▸ **TASK OBJECTIVE**:
Read the records below and copy each line that contains "school".

▸ **DATA SHOWN**:
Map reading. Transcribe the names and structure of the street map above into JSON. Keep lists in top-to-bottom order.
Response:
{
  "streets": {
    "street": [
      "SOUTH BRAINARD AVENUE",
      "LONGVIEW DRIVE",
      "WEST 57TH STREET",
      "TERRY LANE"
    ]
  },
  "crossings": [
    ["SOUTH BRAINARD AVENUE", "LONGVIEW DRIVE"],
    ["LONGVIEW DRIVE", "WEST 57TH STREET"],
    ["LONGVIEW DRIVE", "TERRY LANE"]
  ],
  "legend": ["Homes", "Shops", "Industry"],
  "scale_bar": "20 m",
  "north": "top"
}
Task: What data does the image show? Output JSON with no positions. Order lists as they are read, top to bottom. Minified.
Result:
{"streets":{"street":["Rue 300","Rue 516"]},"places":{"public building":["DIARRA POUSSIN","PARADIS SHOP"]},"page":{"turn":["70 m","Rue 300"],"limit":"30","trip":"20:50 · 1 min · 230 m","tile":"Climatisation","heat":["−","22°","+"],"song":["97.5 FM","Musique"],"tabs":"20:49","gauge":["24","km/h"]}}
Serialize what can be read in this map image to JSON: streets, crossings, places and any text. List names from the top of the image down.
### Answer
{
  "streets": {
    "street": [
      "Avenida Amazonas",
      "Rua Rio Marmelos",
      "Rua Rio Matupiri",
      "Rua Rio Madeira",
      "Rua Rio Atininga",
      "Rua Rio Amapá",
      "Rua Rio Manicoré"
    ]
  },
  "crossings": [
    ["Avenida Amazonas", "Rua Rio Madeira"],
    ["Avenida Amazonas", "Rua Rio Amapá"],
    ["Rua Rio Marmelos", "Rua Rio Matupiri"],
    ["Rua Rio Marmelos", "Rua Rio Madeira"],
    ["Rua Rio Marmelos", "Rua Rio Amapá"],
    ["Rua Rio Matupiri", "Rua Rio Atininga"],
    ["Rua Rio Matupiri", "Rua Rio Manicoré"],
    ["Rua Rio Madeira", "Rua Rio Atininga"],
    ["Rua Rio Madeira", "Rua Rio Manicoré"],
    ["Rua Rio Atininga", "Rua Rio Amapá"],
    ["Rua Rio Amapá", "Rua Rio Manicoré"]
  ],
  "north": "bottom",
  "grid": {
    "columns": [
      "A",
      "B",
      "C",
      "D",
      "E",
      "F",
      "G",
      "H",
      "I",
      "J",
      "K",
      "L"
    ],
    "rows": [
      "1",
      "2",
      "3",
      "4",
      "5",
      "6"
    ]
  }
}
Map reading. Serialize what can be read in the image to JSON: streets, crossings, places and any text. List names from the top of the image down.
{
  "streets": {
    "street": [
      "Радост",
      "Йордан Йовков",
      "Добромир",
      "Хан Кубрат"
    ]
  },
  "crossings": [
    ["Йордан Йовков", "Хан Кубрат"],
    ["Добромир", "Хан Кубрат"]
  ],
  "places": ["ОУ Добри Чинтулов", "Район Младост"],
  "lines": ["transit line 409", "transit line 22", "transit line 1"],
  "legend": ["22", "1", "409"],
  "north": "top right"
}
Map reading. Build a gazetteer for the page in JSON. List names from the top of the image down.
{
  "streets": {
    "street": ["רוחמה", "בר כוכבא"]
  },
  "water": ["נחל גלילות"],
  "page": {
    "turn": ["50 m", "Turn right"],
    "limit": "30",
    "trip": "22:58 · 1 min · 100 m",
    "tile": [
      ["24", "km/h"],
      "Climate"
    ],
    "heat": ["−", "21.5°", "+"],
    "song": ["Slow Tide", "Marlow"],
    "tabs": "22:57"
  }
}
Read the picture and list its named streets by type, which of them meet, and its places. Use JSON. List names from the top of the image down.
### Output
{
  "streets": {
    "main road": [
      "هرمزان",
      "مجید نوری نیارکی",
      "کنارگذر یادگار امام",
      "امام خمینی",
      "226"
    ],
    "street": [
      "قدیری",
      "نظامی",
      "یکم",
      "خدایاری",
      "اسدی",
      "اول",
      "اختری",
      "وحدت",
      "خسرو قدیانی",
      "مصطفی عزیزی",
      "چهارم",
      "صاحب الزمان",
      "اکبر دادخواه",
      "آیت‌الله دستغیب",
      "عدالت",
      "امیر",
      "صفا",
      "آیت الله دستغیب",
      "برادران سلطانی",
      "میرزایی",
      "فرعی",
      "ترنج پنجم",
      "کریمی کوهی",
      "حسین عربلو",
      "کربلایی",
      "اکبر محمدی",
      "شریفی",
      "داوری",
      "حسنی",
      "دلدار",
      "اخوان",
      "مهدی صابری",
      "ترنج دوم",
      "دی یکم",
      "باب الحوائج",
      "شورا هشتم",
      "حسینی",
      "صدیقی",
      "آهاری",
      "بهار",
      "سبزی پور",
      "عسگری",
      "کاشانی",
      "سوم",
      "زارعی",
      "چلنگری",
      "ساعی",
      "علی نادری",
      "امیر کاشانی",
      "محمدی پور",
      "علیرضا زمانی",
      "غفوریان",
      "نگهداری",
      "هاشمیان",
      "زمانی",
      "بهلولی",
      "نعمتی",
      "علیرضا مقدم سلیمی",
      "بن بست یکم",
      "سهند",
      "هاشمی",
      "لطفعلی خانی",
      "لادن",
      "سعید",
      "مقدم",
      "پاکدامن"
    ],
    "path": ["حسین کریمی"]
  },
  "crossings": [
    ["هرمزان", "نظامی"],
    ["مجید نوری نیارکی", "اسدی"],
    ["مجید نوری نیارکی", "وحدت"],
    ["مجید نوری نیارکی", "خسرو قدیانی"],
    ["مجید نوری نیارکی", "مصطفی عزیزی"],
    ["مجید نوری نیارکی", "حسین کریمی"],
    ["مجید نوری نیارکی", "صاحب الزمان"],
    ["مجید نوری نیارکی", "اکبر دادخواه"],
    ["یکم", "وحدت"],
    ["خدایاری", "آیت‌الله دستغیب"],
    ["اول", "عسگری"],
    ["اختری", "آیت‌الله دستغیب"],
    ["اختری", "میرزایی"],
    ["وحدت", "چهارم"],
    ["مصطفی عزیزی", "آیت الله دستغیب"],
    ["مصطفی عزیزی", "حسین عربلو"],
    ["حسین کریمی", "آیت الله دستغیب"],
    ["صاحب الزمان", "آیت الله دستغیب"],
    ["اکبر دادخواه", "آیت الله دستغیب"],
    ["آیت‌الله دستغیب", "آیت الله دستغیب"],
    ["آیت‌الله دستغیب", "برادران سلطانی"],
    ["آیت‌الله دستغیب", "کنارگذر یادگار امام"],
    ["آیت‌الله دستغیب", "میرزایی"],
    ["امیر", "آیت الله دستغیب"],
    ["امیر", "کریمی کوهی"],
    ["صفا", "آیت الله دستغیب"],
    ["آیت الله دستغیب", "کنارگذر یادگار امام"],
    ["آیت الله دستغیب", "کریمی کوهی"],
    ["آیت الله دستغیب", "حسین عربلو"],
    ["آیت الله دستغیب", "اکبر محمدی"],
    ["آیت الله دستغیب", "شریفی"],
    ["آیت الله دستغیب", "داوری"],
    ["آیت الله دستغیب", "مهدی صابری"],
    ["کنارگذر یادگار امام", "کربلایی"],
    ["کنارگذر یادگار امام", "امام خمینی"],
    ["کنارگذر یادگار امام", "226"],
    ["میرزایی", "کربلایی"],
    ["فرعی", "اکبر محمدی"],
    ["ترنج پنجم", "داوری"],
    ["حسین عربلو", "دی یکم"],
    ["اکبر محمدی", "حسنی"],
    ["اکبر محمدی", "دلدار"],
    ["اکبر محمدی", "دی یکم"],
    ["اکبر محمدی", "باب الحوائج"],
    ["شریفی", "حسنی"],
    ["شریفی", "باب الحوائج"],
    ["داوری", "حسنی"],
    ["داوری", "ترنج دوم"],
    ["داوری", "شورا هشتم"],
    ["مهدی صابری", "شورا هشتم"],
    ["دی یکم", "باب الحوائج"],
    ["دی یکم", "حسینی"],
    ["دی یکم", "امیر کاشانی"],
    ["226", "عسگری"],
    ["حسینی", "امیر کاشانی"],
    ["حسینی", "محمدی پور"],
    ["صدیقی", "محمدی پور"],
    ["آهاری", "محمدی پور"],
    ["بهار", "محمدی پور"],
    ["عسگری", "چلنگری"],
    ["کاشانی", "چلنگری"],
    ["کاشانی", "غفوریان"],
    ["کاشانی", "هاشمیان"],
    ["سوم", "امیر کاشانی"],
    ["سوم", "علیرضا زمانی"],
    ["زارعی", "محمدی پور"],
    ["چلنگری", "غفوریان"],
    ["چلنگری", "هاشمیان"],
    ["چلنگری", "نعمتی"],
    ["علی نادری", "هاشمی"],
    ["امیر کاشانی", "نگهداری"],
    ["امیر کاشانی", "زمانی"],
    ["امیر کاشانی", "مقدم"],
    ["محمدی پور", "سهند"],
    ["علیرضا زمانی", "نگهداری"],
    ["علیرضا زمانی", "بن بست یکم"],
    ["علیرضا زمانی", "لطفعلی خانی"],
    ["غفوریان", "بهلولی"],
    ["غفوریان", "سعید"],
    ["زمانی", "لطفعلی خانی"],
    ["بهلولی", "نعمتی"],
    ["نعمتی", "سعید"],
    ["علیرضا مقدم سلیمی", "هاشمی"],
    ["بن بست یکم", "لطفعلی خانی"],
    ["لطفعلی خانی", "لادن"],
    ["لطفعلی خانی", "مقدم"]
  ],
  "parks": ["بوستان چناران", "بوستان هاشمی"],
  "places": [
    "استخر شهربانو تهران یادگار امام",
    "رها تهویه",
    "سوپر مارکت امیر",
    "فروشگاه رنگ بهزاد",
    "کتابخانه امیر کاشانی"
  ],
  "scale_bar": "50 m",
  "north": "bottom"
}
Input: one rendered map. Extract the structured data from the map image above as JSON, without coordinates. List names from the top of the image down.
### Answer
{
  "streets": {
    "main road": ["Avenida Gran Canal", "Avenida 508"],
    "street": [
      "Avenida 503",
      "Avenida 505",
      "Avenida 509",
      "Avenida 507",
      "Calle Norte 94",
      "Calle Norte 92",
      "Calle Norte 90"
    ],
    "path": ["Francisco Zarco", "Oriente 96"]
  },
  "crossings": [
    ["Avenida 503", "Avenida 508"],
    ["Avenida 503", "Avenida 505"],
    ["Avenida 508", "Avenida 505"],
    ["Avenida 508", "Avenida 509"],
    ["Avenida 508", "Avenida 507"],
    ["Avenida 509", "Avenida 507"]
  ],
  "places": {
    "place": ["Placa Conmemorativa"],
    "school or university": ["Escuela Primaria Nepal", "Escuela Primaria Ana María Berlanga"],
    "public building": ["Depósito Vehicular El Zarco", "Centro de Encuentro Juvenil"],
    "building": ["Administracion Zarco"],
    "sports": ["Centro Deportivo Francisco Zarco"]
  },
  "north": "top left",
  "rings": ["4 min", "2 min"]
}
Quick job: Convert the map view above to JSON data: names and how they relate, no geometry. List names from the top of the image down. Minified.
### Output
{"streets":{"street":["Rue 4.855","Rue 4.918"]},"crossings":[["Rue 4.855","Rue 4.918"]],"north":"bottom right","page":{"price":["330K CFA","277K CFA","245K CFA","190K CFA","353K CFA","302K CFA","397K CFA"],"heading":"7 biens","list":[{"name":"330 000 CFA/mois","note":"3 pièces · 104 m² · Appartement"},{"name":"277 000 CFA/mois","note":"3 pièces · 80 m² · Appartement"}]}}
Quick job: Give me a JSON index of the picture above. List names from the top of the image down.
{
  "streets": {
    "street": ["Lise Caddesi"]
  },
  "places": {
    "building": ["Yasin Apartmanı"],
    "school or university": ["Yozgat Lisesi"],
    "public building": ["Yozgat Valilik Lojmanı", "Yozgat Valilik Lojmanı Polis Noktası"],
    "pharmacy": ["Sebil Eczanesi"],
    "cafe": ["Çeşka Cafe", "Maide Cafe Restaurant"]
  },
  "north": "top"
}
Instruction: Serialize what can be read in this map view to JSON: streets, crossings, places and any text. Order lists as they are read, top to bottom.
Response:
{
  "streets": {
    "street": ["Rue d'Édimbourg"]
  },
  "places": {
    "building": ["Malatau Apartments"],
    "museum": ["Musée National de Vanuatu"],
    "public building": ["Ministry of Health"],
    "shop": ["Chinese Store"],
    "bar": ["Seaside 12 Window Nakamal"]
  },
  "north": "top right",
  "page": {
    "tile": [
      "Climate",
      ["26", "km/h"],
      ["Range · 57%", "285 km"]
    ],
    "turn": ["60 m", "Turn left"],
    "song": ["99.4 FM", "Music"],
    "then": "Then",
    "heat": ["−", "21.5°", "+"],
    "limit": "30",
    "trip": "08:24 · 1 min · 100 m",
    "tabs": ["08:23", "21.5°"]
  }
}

▸ **RESPONSE BELOW**:
    "school or university": ["Escuela Primaria Nepal", "Escuela Primaria Ana María Berlanga"],
    "school or university": ["Yozgat Lisesi"],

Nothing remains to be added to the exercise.